TASK ITEM: Would you pull out every line of the material that contains the string "from"?

DATA SUPPLIED:
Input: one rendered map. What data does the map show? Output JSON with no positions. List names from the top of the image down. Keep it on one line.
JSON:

--

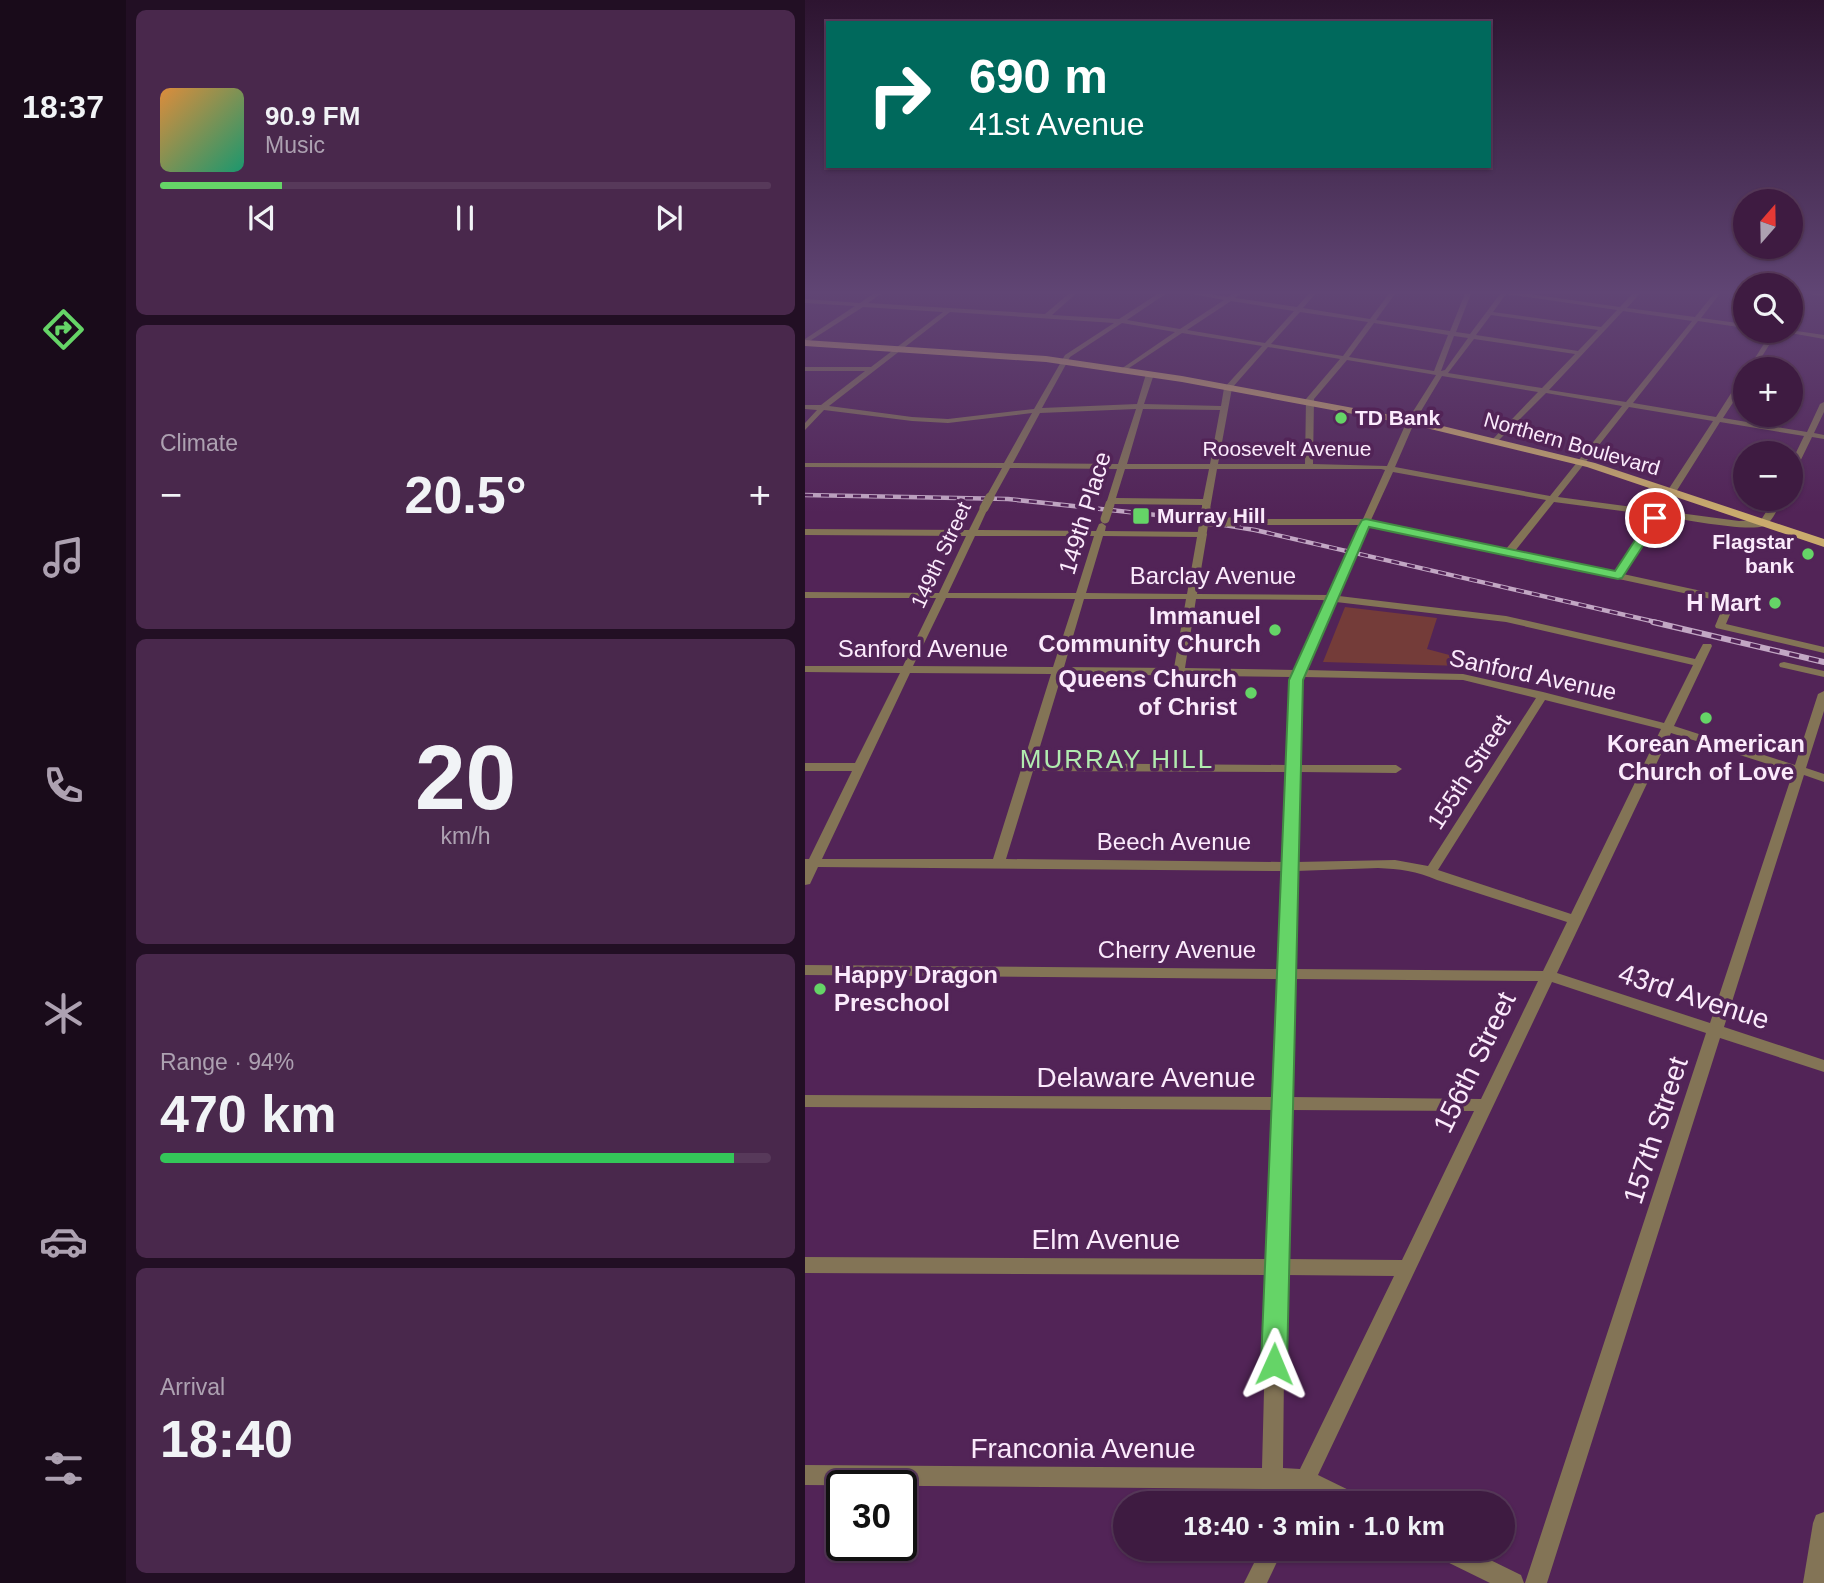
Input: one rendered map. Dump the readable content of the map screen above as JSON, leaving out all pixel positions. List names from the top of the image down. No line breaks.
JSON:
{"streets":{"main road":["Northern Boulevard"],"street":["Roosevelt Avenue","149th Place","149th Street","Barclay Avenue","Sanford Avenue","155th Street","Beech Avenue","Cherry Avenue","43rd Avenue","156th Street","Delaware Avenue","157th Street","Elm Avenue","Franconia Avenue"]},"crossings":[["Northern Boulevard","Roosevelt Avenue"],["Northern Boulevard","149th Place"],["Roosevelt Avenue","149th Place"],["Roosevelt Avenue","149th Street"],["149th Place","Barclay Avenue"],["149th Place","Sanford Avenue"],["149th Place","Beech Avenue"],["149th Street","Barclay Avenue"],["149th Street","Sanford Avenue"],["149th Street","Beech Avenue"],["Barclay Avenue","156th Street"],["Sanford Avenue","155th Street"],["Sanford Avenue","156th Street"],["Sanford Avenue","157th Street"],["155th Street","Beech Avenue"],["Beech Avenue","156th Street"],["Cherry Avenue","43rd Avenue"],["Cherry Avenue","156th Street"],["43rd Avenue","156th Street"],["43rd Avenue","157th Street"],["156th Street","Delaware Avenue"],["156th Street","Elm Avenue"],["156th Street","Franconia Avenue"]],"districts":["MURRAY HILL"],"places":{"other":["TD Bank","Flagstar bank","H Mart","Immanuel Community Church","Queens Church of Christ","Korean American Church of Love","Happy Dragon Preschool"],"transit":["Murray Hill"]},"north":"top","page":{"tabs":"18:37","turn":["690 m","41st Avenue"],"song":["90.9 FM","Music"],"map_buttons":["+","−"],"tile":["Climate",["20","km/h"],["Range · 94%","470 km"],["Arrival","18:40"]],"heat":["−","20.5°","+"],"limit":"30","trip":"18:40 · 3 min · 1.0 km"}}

OUTPUT FOR THIS EXERCISE:
Input: one rendered map. What data does the map show? Output JSON with no positions. List names from the top of the image down. Keep it on one line.
Input: one rendered map. Dump the readable content of the map screen above as JSON, leaving out all pixel positions. List names from the top of the image down. No line breaks.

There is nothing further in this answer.